Now to get to the real story at hand, which is dating this gem.  The serial number is "SC 63673".  The "SC" portion is centered above the top of the "63673" serial number.  I have tried looking up the date codes on these Elgins, but only see 1 letter date codes.  Because this frame was built by Murray as an Elgin, is the prefix S=Sears, and C=1939??  That is my best guess, based on my Colson built Firestone Supercruiser, which has a "F" prefix to show it was branded as a Firesone.  I realize that this style of coding may not transfer between the different manufactures, but its my best guess for now.

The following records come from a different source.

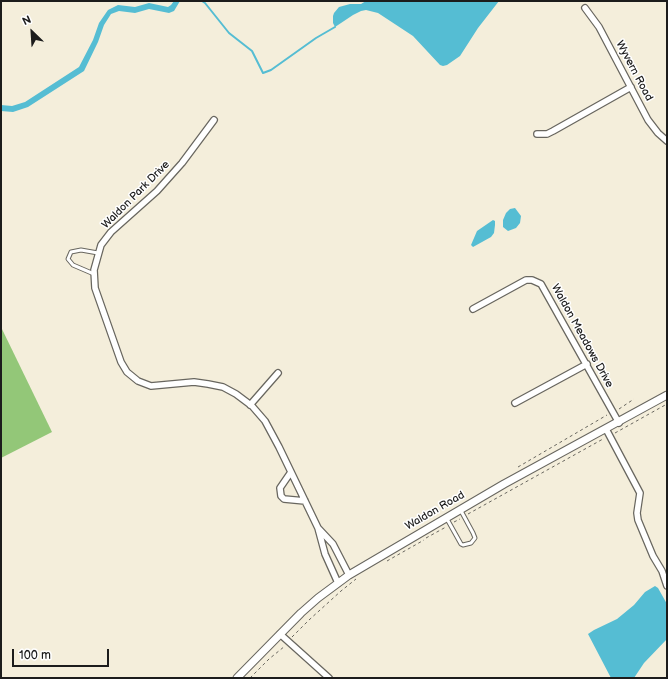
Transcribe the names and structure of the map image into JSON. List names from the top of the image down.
{
  "streets": {
    "street": [
      "Wyvern Road",
      "Waldon Park Drive",
      "Waldon Meadows Drive",
      "Waldon Road"
    ]
  },
  "crossings": [
    ["Waldon Park Drive", "Waldon Road"],
    ["Waldon Meadows Drive", "Waldon Road"]
  ],
  "scale_bar": "100 m",
  "north": "top left"
}
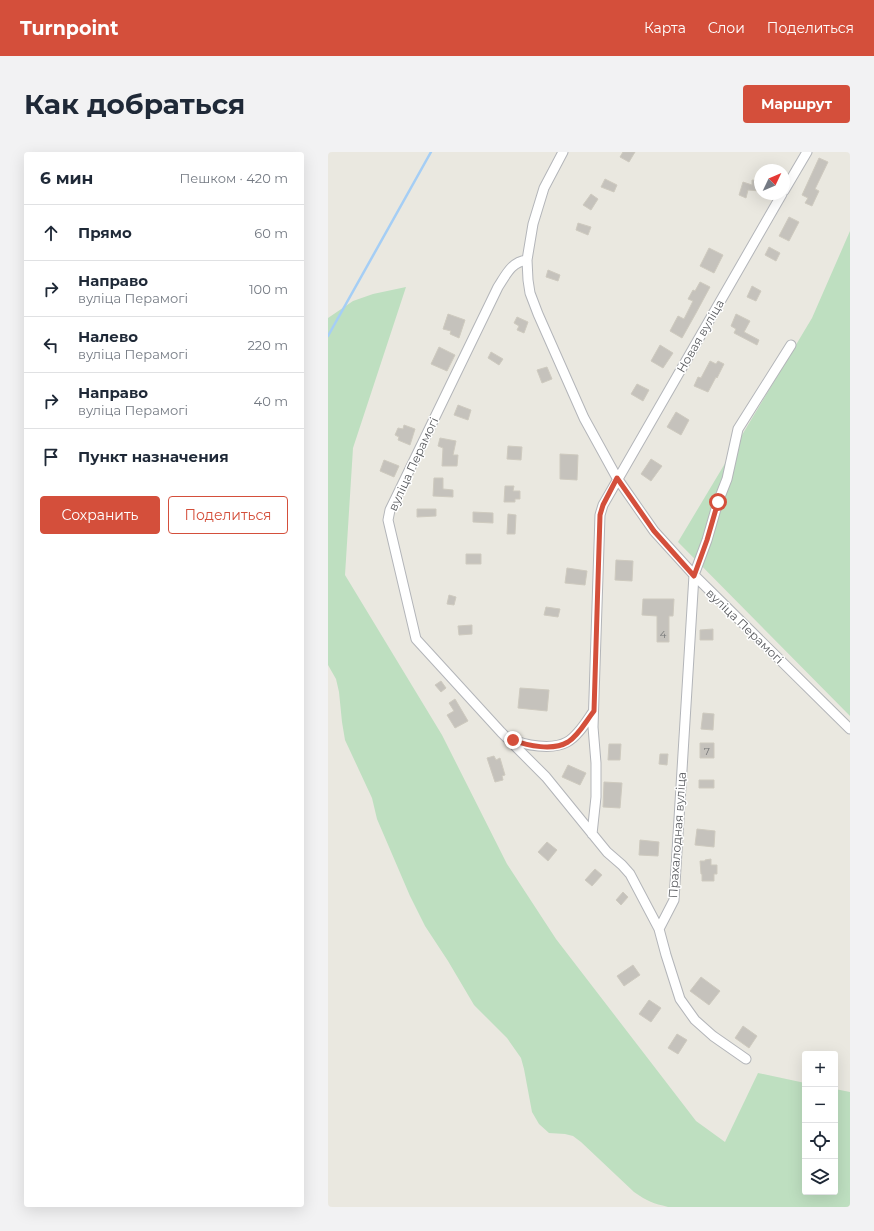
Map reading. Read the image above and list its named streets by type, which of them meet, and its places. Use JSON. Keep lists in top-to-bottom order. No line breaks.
{"streets":{"street":["Новая вуліца","вуліца Перамогі","Прахалодная вуліца"]},"crossings":[["Новая вуліца","вуліца Перамогі"],["вуліца Перамогі","Прахалодная вуліца"]],"house_numbers":["4","7"],"north":"top right","page":{"header":"Turnpoint","nav":["Карта","Слои","Поделиться"],"buttons":["Маршрут",["Сохранить","Поделиться"]],"title":"Как добраться","heading":["6 мин","Пешком · 420 m"],"list":[["Прямо","60 m"],["Направо","вуліца Перамогі","100 m"],["Налево","вуліца Перамогі","220 m"],["Направо","вуліца Перамогі","40 m"],"Пункт назначения"],"map_buttons":["+","−"]}}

Any help in any direction of date code and/or restoration will be appreciated.  I am a newbie to the hobby with only about 2 years of experience in the field.  I find myself leaning towards the mechanical restored only bikes, with the 70+ years of "charactor" still intact on the chrome & paint for all to admire.

Thank you, Howie.


----------



## catfish (Feb 4, 2012)

I'd say restore it.


----------



## Robertriley (Feb 4, 2012)

I'm with Catfish, restore it.  I'd say it's a 38 or 39


----------



## STRADALITE (Feb 5, 2012)

I believe that the correct seat should be a TROXEL with the bell cups.

JOSH


----------



## JOEL (Feb 5, 2012)

From what I have gathered from literature...
37=straight down tube/toolbox
38=straight down tube/no toolbox
39=curved down tube/no toolbox

Cool paint scheme on that one.


----------



## 10~18kustoms (Feb 6, 2012)

I thought I heard C = 38, D = 39 and so on for Murrary.  I like old paint.  I vote to leave it original.


----------



## ohdeebee (Feb 6, 2012)

Although it may look worse in person, I vote for original.


----------



## scrubbinrims (Feb 6, 2012)

If you have the skills to restore it correctly then do it, if not, I do not think the costs to professional restore this model is worth it (but that is strictly my opinion and it's a close call).
If you neither have the restoration acumen nor want to pony up the dough to have it done, and you are not pleased with the end result of the paint overspray removal, then sell.
I know this wasn't a option in your post, but I have been in your shoes and sometimes that decision is the best option to finance a bicycle that suits you.
Your efforts so far have yield and there's no need to rush into anything.
Chris


----------



## catfish (Feb 6, 2012)

scrubbinrims said:


> If you have the skills to restore it correctly then do it, if not, I do not think the costs to professional restore this model is worth it (but that is strictly my opinion and it's a close call).
> If you neither have the restoration acumen nor want to pony up the dough to have it done, and you are not pleased with the end result of the paint overspray removal, then sell.
> I know this wasn't a option in your post, but I have been in your shoes and sometimes that decision is the best option to finance a bicycle that suits you.
> Your efforts so far have yield and there's no need to rush into anything.
> Chris




Krylon all the way!


----------



## hcdsign (Feb 8, 2012)

Thanks for all the input, I appreciate everybodys ideals. 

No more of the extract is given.